Problem details:
Return the lines below in which the string "none" occurs.

[Records supplied Boundary: Start]

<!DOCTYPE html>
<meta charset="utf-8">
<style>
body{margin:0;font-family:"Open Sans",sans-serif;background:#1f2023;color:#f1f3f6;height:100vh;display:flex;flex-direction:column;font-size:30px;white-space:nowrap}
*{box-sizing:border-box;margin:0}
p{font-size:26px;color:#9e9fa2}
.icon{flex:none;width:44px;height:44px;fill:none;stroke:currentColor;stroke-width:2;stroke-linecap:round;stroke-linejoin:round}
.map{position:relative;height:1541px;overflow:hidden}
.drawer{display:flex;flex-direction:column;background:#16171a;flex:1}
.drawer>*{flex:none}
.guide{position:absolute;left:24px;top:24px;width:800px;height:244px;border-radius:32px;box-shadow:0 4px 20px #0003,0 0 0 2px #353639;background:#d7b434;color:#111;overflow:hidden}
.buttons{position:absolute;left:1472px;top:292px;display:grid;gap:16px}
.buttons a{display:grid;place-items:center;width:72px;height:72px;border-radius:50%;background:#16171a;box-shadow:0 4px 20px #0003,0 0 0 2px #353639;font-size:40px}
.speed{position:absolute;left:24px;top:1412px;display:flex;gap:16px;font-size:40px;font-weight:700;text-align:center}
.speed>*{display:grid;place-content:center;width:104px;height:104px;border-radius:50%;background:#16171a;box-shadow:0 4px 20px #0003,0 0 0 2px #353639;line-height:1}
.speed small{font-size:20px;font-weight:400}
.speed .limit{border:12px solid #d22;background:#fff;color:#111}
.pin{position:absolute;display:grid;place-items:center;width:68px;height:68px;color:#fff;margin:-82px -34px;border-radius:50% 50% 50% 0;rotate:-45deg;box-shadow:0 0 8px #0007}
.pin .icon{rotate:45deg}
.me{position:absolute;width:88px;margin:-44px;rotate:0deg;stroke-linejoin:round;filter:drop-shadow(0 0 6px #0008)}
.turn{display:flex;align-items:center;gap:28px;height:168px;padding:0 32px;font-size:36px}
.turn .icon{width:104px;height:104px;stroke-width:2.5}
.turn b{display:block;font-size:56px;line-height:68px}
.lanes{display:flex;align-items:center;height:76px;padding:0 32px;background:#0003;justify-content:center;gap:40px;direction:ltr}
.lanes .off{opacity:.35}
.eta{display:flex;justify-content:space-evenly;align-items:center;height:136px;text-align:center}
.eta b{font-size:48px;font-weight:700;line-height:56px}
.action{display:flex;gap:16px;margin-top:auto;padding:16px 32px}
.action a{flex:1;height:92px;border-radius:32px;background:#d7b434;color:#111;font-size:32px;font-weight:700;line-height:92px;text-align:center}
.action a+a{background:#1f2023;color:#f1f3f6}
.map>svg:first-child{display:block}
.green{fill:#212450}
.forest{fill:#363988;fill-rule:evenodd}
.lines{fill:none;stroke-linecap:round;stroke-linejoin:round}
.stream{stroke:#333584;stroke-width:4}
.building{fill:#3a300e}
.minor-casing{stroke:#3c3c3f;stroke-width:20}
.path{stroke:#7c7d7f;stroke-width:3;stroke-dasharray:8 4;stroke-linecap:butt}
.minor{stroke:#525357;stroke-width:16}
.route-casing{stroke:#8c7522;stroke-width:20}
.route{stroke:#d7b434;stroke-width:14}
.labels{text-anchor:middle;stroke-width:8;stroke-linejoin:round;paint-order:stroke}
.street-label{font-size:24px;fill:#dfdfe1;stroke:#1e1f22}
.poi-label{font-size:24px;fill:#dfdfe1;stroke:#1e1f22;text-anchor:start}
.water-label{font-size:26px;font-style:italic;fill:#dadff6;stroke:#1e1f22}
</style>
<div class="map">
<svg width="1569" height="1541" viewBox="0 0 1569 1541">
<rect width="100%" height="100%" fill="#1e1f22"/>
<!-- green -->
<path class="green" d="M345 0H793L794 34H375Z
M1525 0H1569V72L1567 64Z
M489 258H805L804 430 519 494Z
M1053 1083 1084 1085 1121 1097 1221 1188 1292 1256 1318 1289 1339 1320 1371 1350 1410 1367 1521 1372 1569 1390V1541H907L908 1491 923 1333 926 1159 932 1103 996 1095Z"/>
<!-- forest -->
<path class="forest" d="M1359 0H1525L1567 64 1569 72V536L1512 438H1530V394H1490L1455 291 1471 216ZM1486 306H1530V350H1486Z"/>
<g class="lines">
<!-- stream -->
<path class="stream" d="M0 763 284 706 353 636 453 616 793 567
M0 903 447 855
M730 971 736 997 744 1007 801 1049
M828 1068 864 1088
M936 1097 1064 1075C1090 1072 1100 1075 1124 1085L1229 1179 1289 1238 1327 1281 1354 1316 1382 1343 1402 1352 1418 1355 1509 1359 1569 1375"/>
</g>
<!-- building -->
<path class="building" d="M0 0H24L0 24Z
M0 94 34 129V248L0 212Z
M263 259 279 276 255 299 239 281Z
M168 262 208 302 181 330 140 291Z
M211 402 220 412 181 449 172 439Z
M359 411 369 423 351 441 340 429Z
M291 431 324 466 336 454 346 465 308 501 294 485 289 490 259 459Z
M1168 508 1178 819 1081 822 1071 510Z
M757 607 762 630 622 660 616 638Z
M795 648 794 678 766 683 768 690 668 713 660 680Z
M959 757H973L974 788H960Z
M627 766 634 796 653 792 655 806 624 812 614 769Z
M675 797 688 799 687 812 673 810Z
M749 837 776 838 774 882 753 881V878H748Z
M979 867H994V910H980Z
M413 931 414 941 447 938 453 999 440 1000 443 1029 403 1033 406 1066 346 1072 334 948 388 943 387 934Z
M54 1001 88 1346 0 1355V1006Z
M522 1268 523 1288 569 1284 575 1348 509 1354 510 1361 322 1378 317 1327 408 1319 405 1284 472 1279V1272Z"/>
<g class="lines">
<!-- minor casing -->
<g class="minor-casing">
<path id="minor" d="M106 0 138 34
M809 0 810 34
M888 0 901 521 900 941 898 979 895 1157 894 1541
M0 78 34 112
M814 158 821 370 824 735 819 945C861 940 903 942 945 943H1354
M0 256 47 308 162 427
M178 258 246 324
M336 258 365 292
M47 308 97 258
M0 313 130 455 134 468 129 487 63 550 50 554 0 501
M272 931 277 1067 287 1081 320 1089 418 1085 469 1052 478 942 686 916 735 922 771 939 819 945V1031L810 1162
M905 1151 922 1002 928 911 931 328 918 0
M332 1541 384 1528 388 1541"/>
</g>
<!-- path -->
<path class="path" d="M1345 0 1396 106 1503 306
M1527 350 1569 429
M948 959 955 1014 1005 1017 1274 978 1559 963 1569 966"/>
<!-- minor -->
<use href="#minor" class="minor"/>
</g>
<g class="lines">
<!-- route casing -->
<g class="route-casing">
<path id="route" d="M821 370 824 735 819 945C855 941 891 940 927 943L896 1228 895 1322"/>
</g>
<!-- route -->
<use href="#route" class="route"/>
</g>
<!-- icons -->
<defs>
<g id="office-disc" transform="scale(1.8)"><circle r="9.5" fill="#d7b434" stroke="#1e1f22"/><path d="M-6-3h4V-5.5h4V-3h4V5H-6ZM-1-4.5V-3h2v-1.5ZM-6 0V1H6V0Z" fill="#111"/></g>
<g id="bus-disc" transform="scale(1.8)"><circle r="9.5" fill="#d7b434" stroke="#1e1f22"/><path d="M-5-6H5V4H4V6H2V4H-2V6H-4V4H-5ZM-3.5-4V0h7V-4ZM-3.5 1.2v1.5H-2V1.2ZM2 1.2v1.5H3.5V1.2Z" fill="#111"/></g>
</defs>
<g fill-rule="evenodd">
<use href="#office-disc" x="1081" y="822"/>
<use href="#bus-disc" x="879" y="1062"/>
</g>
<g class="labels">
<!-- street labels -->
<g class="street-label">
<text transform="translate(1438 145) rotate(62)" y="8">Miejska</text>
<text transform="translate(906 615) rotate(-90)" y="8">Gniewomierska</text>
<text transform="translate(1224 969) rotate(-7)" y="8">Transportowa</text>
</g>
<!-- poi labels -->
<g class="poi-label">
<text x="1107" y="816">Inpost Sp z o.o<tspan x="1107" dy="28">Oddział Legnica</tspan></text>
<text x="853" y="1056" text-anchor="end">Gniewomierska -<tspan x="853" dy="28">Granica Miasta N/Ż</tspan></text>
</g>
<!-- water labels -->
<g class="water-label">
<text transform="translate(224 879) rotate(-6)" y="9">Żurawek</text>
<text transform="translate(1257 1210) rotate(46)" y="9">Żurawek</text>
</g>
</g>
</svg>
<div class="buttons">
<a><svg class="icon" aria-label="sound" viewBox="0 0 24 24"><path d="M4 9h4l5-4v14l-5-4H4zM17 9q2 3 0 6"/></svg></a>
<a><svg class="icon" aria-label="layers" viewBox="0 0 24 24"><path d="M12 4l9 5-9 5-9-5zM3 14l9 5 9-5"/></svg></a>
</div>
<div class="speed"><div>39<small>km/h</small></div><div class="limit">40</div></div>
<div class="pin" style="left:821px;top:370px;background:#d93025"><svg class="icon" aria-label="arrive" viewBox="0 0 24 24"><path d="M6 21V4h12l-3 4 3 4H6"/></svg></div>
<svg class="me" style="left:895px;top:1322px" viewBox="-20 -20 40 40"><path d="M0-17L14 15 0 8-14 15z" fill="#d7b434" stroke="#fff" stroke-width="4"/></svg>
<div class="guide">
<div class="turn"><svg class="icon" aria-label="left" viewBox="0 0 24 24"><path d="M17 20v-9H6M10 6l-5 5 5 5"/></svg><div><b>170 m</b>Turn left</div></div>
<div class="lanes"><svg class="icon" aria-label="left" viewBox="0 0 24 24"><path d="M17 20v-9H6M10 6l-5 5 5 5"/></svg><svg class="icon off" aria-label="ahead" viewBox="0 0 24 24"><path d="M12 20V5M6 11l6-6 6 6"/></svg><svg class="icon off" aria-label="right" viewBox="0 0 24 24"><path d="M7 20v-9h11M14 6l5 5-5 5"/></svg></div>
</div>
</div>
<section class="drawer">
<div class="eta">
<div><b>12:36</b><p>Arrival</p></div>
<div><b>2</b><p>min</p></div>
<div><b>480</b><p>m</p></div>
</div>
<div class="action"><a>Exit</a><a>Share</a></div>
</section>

[Records supplied Boundary: End]

Solution below:
.icon{flex:none;width:44px;height:44px;fill:none;stroke:currentColor;stroke-width:2;stroke-linecap:round;stroke-linejoin:round}
.drawer>*{flex:none}
.lines{fill:none;stroke-linecap:round;stroke-linejoin:round}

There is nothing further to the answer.